EXTRACTED DATA below:

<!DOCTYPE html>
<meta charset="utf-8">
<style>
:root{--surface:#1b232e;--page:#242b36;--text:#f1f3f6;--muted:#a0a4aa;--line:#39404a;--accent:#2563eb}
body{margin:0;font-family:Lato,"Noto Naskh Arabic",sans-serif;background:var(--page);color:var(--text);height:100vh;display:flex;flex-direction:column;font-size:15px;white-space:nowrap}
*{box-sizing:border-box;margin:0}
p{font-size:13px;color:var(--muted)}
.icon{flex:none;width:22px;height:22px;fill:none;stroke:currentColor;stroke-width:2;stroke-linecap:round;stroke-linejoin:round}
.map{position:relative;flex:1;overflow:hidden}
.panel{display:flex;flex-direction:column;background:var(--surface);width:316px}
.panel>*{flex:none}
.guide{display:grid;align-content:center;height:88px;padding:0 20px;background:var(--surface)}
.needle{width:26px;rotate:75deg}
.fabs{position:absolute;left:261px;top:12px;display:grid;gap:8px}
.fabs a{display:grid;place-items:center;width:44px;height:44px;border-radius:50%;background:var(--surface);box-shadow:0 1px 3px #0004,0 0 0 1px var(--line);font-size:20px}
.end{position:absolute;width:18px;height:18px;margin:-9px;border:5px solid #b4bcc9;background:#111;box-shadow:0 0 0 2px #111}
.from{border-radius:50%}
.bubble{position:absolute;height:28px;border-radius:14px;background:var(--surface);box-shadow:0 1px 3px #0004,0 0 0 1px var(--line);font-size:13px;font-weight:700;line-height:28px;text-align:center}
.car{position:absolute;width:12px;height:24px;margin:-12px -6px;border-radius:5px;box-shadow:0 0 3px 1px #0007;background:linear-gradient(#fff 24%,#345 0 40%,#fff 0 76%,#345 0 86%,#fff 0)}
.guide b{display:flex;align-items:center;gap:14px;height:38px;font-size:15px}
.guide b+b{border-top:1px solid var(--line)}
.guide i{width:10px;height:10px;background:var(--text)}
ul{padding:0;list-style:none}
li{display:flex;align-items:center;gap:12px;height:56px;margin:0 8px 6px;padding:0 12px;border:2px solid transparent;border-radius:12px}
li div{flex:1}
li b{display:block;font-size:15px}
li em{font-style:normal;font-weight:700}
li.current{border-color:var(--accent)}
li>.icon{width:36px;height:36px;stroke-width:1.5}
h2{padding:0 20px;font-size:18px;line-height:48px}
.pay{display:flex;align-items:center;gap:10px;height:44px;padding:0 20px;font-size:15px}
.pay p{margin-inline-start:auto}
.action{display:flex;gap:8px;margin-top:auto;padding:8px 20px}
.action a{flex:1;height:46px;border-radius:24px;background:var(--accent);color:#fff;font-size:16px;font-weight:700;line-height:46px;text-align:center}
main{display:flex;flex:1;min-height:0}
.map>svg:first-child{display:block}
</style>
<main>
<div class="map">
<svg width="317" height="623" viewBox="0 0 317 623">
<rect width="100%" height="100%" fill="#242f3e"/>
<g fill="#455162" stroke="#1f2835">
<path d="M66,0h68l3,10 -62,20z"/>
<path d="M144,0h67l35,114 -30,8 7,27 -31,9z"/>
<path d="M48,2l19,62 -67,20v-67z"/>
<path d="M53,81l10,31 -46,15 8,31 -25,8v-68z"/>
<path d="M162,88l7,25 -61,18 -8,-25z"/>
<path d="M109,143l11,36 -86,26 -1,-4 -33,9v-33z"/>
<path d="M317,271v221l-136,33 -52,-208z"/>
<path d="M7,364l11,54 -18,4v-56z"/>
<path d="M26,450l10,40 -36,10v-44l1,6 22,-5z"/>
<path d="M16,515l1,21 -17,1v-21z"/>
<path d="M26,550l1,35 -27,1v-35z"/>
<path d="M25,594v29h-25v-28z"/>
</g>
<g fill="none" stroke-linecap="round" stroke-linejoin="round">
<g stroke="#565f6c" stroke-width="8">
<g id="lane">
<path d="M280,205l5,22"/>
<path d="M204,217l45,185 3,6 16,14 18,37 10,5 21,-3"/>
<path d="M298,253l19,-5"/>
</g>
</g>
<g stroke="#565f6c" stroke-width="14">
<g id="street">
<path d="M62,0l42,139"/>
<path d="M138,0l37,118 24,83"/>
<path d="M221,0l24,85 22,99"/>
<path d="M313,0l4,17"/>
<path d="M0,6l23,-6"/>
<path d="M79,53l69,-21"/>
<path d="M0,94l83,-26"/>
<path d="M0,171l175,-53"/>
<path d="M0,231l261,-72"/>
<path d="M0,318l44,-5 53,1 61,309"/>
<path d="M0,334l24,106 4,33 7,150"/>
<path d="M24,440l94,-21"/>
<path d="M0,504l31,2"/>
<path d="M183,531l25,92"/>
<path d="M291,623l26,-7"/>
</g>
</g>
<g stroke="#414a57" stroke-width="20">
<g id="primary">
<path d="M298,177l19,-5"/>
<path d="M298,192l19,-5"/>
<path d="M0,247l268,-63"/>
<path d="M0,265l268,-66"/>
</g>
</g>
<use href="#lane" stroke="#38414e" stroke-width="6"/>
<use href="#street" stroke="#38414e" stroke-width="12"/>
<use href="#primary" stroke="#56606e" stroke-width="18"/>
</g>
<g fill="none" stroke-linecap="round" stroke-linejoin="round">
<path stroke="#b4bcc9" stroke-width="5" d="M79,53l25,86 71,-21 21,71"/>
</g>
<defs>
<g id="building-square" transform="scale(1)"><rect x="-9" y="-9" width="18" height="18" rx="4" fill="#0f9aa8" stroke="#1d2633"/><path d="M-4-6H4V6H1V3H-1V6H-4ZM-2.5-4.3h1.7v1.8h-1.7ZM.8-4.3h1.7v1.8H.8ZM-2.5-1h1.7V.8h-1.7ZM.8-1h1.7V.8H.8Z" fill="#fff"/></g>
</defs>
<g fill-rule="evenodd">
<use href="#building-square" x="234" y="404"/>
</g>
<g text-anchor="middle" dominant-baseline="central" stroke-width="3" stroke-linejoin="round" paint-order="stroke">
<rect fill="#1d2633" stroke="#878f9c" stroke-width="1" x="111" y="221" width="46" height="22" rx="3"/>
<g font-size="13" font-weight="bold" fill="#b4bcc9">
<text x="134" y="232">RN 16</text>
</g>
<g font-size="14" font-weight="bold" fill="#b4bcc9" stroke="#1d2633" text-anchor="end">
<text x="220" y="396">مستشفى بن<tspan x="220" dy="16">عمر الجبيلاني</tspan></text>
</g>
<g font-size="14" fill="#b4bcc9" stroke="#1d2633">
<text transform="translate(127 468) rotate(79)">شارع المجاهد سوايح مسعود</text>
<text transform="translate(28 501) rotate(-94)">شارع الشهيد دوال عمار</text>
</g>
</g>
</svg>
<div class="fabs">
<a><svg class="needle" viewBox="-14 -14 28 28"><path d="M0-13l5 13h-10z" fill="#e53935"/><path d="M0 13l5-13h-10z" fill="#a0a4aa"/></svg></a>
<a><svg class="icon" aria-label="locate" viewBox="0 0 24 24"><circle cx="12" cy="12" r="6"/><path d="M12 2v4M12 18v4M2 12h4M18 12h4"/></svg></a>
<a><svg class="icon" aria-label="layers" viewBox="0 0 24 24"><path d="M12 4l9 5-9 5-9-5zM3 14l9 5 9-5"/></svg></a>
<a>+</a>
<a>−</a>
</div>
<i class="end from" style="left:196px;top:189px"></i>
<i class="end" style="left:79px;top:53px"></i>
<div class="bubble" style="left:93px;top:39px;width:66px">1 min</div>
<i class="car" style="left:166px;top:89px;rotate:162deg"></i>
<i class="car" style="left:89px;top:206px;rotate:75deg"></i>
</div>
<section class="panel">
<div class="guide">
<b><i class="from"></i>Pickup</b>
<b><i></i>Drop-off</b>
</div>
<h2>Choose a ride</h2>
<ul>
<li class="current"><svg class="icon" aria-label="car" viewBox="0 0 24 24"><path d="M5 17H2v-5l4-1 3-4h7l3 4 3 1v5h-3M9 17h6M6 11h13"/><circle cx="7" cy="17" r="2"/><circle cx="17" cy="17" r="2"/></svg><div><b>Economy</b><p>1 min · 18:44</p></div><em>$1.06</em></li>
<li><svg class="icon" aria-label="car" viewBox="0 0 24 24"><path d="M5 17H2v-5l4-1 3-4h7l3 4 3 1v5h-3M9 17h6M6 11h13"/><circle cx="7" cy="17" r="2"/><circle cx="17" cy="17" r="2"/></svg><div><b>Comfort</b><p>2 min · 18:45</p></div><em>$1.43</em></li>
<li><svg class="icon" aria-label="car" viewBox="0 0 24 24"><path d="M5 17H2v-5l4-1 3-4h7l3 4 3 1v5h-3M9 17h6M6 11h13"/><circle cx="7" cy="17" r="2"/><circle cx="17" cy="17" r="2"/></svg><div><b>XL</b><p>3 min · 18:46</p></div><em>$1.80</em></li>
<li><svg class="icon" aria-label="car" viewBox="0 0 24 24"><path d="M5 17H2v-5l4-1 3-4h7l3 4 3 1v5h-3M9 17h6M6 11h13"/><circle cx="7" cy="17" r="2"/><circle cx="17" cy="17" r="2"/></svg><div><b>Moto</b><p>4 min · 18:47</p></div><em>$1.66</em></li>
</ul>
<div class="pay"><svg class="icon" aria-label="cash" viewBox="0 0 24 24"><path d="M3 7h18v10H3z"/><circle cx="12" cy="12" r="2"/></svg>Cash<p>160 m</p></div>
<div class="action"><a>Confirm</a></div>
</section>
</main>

End of EXTRACTED DATA.

* _DIRECTIONS FOR THIS TASK_: Check every line of the records, and copy the ones that hold the word "none".

* _SOLUTION TO THIS EXERCISE_:
.icon{flex:none;width:22px;height:22px;fill:none;stroke:currentColor;stroke-width:2;stroke-linecap:round;stroke-linejoin:round}
.panel>*{flex:none}
ul{padding:0;list-style:none}
<g fill="none" stroke-linecap="round" stroke-linejoin="round">
<g fill="none" stroke-linecap="round" stroke-linejoin="round">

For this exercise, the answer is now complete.